Podcast transcript: Synthetic data: artificial data; real solutions

06 min | 28 March 2023

In conversation with:

Alexy Thomas
EY India Technology Consulting Partner

Silloo Jangalwala: Hello, this is Silloo welcoming you to a new episode of the EY Podcast series. As we have concluded the series on ESG, we are now moving to our next topic, technology. Here, we look at the most trending technology topics that India Inc. needs to know in its digitization journey. Today, we will look at synthetic data, which has become a favorite buzzword in the artificial intelligence space. 

There is no doubt that the industry needs quality data to train new AI models. But with data privacy concerns and stringent regulations on data sharing, accessing real quality data is very difficult. Synthetic data tries to address these problems. Today, we are going to explore more about synthetic data. What is synthetic data and why it is called the future of AI? Will it solve the privacy concerns? Is it a one-stop solution for all your AI data needs? To answer these questions, we have with us today, Alexy Thomas, Technology Consulting Partner on data analytics and ESG at EY India, joining me. 

Welcome to the podcast, Alexy. You are in the hot seat today.  

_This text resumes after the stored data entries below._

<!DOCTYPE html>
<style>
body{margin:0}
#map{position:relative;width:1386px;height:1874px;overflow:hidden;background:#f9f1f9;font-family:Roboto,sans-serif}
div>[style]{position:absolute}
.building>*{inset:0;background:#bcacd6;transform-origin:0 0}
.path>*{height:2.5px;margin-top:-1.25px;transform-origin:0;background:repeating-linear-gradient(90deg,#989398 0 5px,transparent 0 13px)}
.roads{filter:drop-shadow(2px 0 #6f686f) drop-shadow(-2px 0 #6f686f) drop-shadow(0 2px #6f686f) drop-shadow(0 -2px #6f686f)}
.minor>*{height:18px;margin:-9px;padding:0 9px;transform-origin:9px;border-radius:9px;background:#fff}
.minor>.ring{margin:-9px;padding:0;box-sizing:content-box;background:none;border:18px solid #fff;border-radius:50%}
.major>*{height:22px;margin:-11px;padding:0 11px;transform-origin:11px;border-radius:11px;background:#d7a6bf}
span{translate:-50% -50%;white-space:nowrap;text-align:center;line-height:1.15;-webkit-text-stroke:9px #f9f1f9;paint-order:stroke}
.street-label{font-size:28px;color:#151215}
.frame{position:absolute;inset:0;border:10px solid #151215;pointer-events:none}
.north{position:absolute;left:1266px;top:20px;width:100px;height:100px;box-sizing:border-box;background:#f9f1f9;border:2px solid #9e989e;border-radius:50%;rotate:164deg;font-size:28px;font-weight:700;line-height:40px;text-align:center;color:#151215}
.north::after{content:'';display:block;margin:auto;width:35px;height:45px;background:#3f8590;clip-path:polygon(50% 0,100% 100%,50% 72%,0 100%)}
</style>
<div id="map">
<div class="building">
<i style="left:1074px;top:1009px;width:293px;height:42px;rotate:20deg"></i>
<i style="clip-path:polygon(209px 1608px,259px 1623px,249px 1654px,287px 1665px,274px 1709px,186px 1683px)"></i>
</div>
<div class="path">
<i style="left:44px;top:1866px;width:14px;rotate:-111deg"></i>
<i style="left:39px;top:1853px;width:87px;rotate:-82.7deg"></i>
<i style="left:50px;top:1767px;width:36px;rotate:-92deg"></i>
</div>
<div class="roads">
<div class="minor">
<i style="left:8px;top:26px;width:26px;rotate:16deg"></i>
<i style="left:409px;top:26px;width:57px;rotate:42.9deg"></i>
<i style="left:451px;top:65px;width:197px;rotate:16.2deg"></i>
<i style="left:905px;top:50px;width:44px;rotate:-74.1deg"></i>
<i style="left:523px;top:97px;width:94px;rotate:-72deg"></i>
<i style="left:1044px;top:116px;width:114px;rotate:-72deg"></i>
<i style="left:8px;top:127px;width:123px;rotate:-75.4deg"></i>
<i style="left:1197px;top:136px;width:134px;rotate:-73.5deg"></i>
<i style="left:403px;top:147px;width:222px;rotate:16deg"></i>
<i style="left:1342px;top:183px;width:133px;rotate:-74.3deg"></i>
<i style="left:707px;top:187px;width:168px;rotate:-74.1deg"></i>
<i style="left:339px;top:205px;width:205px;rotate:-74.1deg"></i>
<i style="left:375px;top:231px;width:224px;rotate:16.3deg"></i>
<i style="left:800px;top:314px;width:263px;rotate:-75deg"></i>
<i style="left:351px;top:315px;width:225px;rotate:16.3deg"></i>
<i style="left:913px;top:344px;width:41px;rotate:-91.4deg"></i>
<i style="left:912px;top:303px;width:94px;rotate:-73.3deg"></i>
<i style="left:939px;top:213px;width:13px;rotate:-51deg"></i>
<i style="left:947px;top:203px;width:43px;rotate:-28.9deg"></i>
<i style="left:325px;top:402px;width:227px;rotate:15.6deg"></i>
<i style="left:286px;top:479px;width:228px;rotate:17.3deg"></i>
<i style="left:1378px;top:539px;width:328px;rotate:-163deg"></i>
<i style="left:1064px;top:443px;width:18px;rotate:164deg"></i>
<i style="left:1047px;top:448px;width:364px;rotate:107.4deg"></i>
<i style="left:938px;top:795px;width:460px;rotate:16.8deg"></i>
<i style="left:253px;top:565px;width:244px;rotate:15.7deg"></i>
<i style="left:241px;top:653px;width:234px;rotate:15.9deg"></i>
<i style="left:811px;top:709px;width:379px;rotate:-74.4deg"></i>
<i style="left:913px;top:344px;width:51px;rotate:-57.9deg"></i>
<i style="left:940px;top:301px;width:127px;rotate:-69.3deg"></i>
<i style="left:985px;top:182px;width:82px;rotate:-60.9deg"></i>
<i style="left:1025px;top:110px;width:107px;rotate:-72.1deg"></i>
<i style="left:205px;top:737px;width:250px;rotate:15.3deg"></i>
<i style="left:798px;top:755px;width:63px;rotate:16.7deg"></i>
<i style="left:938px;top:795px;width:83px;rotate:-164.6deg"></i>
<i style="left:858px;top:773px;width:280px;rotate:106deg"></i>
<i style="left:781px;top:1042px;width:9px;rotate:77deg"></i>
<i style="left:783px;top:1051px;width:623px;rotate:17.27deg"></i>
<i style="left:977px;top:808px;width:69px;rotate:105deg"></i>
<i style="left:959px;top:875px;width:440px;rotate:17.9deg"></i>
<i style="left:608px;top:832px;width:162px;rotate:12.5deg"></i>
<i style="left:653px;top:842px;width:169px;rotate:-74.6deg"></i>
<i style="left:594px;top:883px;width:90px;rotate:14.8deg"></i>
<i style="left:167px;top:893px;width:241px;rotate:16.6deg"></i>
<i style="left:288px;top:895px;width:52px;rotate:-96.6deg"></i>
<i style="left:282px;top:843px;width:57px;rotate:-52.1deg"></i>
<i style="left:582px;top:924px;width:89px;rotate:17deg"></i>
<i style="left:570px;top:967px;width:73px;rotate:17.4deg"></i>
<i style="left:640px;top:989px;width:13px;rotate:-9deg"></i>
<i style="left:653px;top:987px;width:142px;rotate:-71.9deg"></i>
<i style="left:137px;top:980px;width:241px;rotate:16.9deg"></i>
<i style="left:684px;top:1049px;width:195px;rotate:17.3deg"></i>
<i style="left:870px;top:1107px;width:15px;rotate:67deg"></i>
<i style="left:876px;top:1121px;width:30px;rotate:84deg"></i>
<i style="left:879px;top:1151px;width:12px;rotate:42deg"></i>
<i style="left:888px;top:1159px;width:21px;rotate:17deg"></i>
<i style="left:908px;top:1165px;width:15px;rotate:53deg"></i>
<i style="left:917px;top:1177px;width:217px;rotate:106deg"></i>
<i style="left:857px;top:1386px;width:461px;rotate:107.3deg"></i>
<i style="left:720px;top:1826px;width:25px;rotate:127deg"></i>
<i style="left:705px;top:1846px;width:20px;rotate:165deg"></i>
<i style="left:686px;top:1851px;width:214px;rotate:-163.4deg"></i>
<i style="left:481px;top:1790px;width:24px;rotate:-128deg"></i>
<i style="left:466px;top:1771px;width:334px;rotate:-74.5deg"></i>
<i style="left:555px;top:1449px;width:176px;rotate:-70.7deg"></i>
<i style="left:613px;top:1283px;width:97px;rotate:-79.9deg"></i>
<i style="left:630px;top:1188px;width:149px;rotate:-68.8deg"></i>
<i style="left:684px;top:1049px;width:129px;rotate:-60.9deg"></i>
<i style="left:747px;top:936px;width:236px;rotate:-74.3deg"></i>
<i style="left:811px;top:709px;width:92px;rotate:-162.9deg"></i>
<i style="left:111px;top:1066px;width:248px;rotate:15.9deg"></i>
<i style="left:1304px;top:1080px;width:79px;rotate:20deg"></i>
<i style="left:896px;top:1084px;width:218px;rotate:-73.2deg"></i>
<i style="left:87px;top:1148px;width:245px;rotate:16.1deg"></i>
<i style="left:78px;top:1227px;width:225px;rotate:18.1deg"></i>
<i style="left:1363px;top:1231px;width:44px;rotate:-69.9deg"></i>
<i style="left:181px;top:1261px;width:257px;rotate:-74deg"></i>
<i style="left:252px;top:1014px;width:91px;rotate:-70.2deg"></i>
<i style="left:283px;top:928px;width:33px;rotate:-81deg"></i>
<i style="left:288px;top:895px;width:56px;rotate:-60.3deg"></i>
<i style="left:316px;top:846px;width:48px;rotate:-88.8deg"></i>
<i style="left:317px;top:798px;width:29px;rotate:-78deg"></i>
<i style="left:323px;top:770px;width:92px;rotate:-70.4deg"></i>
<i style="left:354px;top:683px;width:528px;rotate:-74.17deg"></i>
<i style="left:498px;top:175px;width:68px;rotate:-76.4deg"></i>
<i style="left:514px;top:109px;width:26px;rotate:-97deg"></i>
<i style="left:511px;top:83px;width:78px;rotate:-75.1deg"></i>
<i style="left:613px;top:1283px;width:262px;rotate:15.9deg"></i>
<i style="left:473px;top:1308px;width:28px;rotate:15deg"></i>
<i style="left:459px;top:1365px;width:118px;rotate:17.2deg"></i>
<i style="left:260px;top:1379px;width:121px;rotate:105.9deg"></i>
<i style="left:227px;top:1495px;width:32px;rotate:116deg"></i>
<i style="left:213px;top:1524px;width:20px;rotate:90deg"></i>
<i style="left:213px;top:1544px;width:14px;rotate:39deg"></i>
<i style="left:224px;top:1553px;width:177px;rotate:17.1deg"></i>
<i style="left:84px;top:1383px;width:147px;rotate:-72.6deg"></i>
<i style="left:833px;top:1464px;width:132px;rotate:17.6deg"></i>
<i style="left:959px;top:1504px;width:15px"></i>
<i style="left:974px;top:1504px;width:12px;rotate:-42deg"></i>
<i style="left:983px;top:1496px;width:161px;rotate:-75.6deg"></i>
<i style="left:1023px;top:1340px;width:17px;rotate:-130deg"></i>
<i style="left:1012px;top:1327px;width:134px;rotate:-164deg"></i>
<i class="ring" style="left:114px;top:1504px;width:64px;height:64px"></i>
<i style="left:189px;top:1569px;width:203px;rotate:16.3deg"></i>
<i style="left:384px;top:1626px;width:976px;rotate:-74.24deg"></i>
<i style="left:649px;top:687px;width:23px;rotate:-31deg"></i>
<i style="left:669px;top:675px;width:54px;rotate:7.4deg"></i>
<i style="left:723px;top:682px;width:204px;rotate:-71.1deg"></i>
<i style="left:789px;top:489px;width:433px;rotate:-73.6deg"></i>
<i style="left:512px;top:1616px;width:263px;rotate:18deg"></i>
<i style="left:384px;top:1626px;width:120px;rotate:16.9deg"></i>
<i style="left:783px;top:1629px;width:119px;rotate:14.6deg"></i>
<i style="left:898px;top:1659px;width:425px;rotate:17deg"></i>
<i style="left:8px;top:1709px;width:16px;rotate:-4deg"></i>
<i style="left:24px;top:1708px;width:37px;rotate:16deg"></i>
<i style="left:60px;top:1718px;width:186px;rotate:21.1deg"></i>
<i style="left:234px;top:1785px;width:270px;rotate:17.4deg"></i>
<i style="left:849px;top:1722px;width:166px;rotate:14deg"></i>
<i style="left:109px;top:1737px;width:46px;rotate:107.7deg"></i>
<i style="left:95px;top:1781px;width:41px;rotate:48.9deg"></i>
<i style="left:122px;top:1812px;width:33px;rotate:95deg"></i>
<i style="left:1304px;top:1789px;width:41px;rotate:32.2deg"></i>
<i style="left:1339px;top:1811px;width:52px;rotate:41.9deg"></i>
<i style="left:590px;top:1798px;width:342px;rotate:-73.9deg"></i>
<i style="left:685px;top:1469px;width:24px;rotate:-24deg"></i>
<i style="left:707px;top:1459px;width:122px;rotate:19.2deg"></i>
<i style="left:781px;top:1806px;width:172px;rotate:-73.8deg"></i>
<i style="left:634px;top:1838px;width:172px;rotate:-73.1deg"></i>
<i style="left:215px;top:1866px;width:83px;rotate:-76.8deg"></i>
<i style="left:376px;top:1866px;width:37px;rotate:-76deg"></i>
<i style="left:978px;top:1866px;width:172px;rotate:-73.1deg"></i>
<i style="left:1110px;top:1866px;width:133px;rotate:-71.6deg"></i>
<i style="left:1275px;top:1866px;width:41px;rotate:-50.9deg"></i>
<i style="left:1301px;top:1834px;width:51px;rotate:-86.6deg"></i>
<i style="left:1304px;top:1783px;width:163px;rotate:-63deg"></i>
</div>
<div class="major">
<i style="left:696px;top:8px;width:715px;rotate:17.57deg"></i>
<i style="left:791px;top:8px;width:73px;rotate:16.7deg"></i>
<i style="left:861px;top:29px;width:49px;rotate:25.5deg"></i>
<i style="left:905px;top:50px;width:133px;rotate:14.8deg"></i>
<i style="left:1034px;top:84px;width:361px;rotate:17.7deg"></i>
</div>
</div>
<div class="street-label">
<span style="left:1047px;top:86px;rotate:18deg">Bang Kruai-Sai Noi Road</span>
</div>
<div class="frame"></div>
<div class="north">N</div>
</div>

Alexy: Thanks, Silloo, for the wonderful introduction. This is a very interesting subject, so I will try to answer your questions as much as I can.

Silloo: Great, Alexy. So, I would say that synthetic data is a relatively new term and not many are familiar with it. Can you briefly explain the concept and why we need synthetic data? 

Alexy: Absolutely. With new AI-based technologies coming in, there is no doubt that our data needs are so huge that we need to train these AI modules well to get the best benefits out of them. But accessing quality real data is very tedious and time-consuming, and often, it is a very costly affair. In many scenarios, for example, self-driving automobiles and so on, use cases may be new and real data would not be available at all. Even if they are available, they might not be accessible because of data privacy rules. In such a case , synthetic data comes very handy to train AI models. Synthetic data is, by definition, generated artificially with or without the use of real data for training AI modules. It serves a real purpose; it serves the purpose of real data and is sometimes even better. And it has all the granular elements of the original dataset that you would want.

Silloo: So, tell me Alexy; what does synthetic data offer? 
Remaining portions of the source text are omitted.